(Dataset entries Opens)

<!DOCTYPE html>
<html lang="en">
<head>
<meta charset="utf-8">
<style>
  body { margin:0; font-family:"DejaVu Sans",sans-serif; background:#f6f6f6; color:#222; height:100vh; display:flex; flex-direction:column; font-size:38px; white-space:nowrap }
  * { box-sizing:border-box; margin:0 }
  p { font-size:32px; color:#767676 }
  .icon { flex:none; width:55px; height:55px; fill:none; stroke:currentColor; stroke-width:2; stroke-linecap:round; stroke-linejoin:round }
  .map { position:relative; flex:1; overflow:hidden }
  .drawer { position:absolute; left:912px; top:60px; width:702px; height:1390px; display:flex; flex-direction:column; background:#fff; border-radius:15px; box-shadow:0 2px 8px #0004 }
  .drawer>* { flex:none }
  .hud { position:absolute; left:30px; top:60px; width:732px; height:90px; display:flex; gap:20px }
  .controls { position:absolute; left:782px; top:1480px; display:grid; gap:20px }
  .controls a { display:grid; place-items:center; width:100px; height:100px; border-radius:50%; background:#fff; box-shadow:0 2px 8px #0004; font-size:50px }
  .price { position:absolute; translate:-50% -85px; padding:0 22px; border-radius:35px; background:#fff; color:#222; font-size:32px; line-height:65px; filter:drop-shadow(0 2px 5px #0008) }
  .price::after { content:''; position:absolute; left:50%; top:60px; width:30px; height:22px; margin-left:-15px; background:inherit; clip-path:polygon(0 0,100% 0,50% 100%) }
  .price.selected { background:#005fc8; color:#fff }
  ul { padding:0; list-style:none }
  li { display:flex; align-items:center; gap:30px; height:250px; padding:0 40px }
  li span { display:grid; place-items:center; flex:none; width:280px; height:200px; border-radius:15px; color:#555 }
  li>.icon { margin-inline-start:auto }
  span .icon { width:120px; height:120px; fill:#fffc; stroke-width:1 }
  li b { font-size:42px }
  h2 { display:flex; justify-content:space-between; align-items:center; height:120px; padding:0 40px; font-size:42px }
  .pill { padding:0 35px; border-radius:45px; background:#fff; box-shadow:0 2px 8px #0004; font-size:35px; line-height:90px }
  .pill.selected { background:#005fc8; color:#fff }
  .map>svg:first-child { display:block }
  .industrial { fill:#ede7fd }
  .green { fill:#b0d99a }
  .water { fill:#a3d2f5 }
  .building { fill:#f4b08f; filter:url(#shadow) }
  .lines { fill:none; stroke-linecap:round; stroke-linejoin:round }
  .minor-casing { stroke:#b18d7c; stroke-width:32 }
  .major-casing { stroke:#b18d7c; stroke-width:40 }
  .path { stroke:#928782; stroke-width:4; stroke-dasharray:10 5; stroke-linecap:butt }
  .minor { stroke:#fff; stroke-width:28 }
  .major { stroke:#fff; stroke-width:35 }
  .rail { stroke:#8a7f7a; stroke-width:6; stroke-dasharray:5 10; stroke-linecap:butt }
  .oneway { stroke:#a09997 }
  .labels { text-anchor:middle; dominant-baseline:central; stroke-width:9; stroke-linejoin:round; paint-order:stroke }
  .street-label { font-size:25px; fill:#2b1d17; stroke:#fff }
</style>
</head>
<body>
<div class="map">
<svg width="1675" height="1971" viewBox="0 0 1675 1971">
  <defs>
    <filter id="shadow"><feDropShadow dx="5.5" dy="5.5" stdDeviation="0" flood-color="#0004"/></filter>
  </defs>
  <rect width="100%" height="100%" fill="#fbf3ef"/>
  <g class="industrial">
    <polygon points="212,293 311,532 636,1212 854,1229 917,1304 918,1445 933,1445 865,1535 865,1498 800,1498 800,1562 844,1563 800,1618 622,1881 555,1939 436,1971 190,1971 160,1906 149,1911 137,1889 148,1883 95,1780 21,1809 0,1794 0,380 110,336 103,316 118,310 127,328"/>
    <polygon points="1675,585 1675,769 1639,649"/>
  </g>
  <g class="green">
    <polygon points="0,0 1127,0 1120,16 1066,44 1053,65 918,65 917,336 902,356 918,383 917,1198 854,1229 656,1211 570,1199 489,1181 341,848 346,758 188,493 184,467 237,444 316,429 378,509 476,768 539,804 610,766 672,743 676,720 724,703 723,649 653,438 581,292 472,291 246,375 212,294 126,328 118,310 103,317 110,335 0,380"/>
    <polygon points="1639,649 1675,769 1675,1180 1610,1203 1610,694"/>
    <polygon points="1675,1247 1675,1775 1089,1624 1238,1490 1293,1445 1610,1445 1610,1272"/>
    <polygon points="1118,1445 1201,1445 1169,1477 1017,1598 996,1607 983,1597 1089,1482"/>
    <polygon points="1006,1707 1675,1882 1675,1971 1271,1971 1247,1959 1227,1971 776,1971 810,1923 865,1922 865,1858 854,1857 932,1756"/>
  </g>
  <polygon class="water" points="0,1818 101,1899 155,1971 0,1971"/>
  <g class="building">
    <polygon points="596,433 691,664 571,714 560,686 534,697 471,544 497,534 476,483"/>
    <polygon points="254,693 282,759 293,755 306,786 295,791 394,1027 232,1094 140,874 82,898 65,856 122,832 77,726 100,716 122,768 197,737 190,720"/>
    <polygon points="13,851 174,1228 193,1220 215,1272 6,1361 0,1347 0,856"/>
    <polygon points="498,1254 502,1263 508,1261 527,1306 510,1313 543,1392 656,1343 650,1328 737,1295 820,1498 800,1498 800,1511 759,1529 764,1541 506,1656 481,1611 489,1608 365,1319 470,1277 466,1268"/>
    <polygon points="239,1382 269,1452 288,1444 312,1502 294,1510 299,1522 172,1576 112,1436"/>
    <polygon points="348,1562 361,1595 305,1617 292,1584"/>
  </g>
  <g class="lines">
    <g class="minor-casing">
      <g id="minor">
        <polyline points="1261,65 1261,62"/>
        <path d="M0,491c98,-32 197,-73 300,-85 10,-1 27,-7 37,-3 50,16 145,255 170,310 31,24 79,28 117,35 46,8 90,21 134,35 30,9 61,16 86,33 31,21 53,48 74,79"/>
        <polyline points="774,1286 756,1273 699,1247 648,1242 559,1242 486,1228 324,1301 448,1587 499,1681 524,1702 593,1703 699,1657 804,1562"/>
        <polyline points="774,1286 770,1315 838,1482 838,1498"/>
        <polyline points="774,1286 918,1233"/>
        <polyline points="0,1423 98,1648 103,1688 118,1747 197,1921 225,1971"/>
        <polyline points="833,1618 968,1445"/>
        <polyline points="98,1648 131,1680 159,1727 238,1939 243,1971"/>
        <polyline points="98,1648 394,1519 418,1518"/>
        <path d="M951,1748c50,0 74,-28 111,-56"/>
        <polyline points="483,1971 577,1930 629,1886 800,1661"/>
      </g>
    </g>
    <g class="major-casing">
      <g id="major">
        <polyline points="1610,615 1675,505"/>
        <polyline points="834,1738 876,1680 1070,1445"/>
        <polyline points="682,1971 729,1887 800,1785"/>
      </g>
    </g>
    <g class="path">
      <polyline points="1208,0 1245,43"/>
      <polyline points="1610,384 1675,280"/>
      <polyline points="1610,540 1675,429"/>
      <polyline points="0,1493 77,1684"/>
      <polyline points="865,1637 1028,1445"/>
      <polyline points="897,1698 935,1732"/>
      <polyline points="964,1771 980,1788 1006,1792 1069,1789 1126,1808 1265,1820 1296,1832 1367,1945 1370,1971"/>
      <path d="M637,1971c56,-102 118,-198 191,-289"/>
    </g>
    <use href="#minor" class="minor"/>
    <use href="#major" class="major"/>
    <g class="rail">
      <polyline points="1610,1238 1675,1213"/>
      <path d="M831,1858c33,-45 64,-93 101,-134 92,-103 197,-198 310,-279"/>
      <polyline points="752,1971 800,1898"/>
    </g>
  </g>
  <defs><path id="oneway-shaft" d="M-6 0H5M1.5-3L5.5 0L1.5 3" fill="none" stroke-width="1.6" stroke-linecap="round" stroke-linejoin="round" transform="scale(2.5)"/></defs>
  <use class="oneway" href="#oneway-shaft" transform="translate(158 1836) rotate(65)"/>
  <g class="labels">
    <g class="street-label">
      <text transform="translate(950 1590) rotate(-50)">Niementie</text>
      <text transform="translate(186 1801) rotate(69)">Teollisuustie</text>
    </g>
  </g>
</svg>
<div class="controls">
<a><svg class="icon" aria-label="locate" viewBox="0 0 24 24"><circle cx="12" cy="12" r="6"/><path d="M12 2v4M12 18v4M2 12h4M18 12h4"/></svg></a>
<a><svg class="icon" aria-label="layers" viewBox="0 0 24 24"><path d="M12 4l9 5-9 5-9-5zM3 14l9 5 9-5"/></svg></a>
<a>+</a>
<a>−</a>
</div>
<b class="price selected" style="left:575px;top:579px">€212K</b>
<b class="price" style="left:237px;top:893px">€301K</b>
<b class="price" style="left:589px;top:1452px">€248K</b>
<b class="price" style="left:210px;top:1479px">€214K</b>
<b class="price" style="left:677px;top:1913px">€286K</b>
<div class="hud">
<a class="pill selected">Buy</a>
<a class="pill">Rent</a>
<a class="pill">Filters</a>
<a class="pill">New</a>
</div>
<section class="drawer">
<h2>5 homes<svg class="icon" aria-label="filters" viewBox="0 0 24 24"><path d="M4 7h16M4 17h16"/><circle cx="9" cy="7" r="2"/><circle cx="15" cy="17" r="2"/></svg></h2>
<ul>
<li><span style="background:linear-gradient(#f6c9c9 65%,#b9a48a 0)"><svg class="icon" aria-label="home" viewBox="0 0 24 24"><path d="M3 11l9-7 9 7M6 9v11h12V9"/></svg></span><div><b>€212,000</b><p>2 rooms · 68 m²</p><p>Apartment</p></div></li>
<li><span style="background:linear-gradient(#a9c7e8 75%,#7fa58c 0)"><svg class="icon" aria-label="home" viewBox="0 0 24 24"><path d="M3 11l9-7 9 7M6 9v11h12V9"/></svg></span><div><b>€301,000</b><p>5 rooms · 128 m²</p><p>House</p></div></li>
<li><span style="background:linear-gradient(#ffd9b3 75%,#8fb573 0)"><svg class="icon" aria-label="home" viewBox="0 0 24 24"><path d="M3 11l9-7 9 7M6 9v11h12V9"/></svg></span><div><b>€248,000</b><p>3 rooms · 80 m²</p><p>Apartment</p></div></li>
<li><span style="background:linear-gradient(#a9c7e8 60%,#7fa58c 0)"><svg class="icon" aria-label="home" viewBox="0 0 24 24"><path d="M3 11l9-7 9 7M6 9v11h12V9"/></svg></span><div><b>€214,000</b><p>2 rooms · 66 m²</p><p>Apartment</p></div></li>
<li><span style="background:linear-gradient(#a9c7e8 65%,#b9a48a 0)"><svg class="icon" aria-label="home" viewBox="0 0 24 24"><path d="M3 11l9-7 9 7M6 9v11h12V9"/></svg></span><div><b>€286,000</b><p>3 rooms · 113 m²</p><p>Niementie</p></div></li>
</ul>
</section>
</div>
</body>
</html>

(Dataset entries Closes)

◆ To do ◆
Copy every line in the data above that has the string "position" in it.

◆ Task answer ◆
  .map { position:relative; flex:1; overflow:hidden }
  .drawer { position:absolute; left:912px; top:60px; width:702px; height:1390px; display:flex; flex-direction:column; background:#fff; border-radius:15px; box-shadow:0 2px 8px #0004 }
  .hud { position:absolute; left:30px; top:60px; width:732px; height:90px; display:flex; gap:20px }
  .controls { position:absolute; left:782px; top:1480px; display:grid; gap:20px }
  .price { position:absolute; translate:-50% -85px; padding:0 22px; border-radius:35px; background:#fff; color:#222; font-size:32px; line-height:65px; filter:drop-shadow(0 2px 5px #0008) }
  .price::after { content:''; position:absolute; left:50%; top:60px; width:30px; height:22px; margin-left:-15px; background:inherit; clip-path:polygon(0 0,100% 0,50% 100%) }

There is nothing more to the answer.